It's finally here. The Obama Administration has laid out an integrated strategy for commercializing advanced biofuels, with a focus in this phase on military advanced biofuels at cost-competitive prices with conventional fuels.
The vehicle is a joint program between the DOE, USDA and the Department of Defense (principally, starring the US Navy, though, as we’ll see, critically including other elements).
In his Blueprint for a Secure Energy Future released in March 2011, President Obama set a goal of reducing oil imports by one-third by 2025 and laid out an all-of-the-above energy plan to achieve that goal by developing domestic oil and gas energy resources, increasing energy efficiency, and speeding development of biofuels and other alternatives.
It’s a huge step in the journey toward those goals — a multi-step, integrated program that we’ll investigate in today’s Digest, and provide to you in a convenient 10-Minute Guide with links to the full funding announcements.
On June 27, the Air Force announced a funding opportunity announcement (FOA) for $30 million under its Defense Production Act authority. Because the desired fuels will be for military operational use, they must be approved and certified JP-5, JP-8, and/or F-76 equivalents by the time the commercial-scale biofuel production facility would become operational.
The Defense Department is committing $210 million between two phases.
The first phase is expected to include five awards at up to $6 million each. Only those applicants selected for Phase 1 can compete for the Phase 2 awards. Up to three Phase 2 awards are expected at approximately $70 million each ($180 million total). Only $100 million is allocated for Fiscal Year 2012, so total Phase 2 funding depends on future appropriations.
The big however
No more than $70 million of funding may be available for Phase 2, as FY13 and future years are not yet appropriated. “The funding profile is an estimate only and will not be a contractual obligation for funding as all funding is subject to change due to Government discretion and availability,” the FOA states.
But as Navy Secretary Mabus notes, “we’re still early in the appropriations process.”
Phase 1 will involve the planning and preliminary design for a domestic Integrated Biofuels Production Enterprise (IBPE) that meets a target of at least 10 million gallons per year neat biofuel production capacity. Performance is expected within one year. Phase 2 involves the construction, commissioning, and performance testing of such a facility. Performance is expected to be completed within three years of the Phase 2 award.
Additionally, the total enterprise envisioned in this effort must include a capability to blend the neat biofuel product with petroleum-based equivalent fuels in order to meet approved certifications and specifications, which must include blends of up to a maximum 50/50 ratio. Capabilities and/or facilities to store and transport the resulting product must also be an element of the project.
From the FOA: “The proposed refinery must be located within the United States or Canada and use a domestically-produced acceptable feedstock. To qualify as a domestic source under Title III of the Defense Production Act, the IBPE must be located within the United States or Canada (territories and protectorates are not considered domestic). Supply chains that will import feedstock from outside the United States or Canada (including sugars used for microbial conversion processes) will not be considered.
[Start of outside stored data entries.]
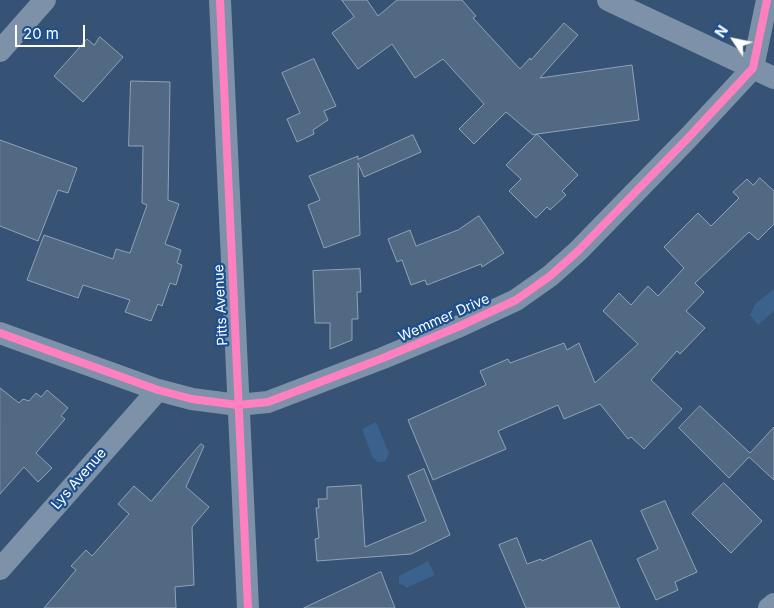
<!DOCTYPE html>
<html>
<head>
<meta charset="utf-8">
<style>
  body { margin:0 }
  #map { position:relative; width:774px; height:608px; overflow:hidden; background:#365274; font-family:Inter,sans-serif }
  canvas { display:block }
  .north { position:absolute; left:709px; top:15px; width:50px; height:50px; -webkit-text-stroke:4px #1b4f8f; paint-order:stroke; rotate:304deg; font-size:14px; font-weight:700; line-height:20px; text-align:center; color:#fff }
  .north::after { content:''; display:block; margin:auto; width:18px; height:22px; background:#fff; clip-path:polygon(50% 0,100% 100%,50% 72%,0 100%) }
  .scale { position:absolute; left:15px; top:25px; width:70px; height:22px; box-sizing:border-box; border:2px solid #fff; border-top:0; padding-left:6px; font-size:15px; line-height:18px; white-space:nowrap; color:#fff; -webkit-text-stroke:4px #1b4f8f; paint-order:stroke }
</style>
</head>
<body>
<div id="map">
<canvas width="774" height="608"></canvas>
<div class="north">N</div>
<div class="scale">20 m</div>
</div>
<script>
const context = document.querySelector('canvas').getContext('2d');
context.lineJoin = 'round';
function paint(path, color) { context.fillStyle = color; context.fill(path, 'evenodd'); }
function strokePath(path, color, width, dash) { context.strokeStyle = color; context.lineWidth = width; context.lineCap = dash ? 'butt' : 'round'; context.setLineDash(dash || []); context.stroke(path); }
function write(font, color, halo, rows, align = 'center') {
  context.font = font + ' Inter,sans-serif'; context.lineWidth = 4.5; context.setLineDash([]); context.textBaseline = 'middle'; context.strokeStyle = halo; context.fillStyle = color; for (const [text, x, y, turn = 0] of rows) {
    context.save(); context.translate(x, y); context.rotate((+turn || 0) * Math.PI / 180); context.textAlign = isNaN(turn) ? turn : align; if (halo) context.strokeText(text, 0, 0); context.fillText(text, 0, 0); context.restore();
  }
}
const water = new Path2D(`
  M774 289V311L758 325 750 315 756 303Z
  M376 422 389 453C387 460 385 463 377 462L372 456 362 429Z
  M428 561 435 575 406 588 404 585 399 584V576Z`);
const building = new Path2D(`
  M342 0H367L378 16 397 0H462L476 16 473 18 520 69 530 58 531 60 564 23 578 35 540 78 632 65 639 120 537 134 578 175 562 191 566 195 550 210 547 207 536 218 509 191 521 179 506 165 537 134 533 135 506 112 474 144 459 129 484 104 443 59 415 78 392 44 358 69 332 33 354 17Z
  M100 37 123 57 83 102 54 76 87 39 94 45Z
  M314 59 336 106 324 111 328 120 313 130 314 134 297 142 287 119 300 113 282 73Z
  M131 81 170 82 168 200 179 204 165 244 181 250 177 263 182 265 176 285 170 283 162 306 158 304 151 321 125 312 130 300 83 285 78 298 27 280 44 235 113 259 116 249 130 253 147 205 142 203 143 146H129Z
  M413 135 421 152 364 177 358 163 360 235 324 248 308 205 320 200 309 176 358 156V159Z
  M0 140 77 168 68 193 58 190 38 241 0 226Z
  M760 178 774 191V224L758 240 749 232 695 283 704 292 686 311 705 328 680 354 677 351 651 380 682 409 644 449 631 437 628 439 600 404 564 419 558 405 498 431 506 449 433 480 408 420 486 385 480 371 508 359 510 363 564 343 567 350 579 343 595 383 638 344 603 311 619 293 631 305 648 286 658 296 684 268 664 247 698 213 711 226 739 198 733 192 747 179 753 185Z
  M479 216 504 253 482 267 481 264 427 285 425 280 411 285 402 260 397 262 388 239 410 230 416 246 458 230Z
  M360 269 361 292H357L358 319H352V340L330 349V323H315L313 271Z
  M0 388 19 403 23 399 29 401 36 393 41 397 47 390 68 408 61 416 65 419 36 453 52 468 38 482 24 467 0 494Z
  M700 406 750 453 774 427V480L749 457 729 478 679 428Z
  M201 444 204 446 186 487 209 507 192 527 194 585 175 587 176 608H44L76 570 71 566 86 550 92 556 129 514 118 504 134 486 151 501Z
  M424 469 450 535 411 554 317 561 315 539 319 538 316 508H319L318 499H327V487L361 485 365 547 426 521 408 476Z
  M724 483 762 521 731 553 692 514Z
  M665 501 697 572 675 582 678 590 656 600 637 559 658 549 641 511Z
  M517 538 527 564 541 559 542 561 591 540 620 608H526L499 545Z
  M381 572 395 608H304Z`);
const street = new Path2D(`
  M220 0 248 608
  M608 0 774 78
  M0 51 45 0
  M0 333 158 390 192 399 238 405 268 402 383 358 460 326 516 300 550 276 578 251 689 137 753 68 767 0
  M0 569 158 390
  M769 608 774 604`);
const cycleway = new Path2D(`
  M220 0 248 608
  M0 333 158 390 192 399 238 405 268 402 383 358 460 326 516 300 550 276 578 251 689 137 753 68 767 0`);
const streetNames = [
  ["Pitts Avenue",221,305,-93],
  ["Wemmer Drive",444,318,-24],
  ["Lys Avenue",79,479,-49]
];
paint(water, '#3b618d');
paint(building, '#526984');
strokePath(building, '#92a2b6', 1);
strokePath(street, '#7d92a8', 22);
strokePath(cycleway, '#ff80c0', 8);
write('14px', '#fff', '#1b4f8f', streetNames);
</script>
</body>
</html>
1. Renewable biomass. Materials, pre-commercial thinning, or invasive species from National Forest System land and public lands (with significant caveats – see the full FOA). Trees; algae and other microorganisms (grown non-heterotrophic for biomass or direct products); Crop residue (including cobs, stover, bagasse and other residues); vegetative waste, wood waste and wood residues; Animal waste and byproducts (including fats, oils, greases, and manure); and Food waste and yard waste.
2. MSW and sludge. The organic fraction therein can be used.
3. Other “transitional feedstocks,” e.g. Corn starch, cane, beet or sorghum sugars, or oils derived from soybean, canola, sunflower, corn, peanut or DDGS can be used, but must offer “a credible 'transition plan' that demonstrates how subsequent commercial production facilities (built after the one built under the DPA Title III Program) could be economically designed and constructed utilizing 'renewable biomass' materials.”
Awardees selected for phases 1 and 2 will be required to share at least 50 percent of the cost.
The due dates
Responses are due to the DPA Title III executive agent by August 13, 2012. The Air Force expects to announce awards by March 1, 2013. This is for the “Phase I” portion of the DPA program, $30 million to go to awardees for architectural and engineering expenses for integrated supply chains.
Phase II would apply the balance of the $240 million ($100 million of which has been appropriated to date) from the Navy and DOE toward physical construction, shakedown, and operation.
The DPA as a funding authority
The Defense Production Act is an authority that dates back to 1950 and has been used to boost industries such as steel, aluminum, titanium, semiconductors, beryllium, and radiation-hardened electronics.
Title III of the Defense Production Act (DPA) provides unique authorities, under which the Government may provide appropriate incentives to create, maintain, protect, expand, or restore the productive capacities of domestic sources for critical components, critical technology items, and industrial resources essential for the execution of the national security strategy of the United States, including energy.
Why is the Air Force managing this program?
As the Executive Agent for DoD’s DPA Title III Program, the Air Force is responsible for executing programs that ensure domestic production capability for technology items that are essential to national defense.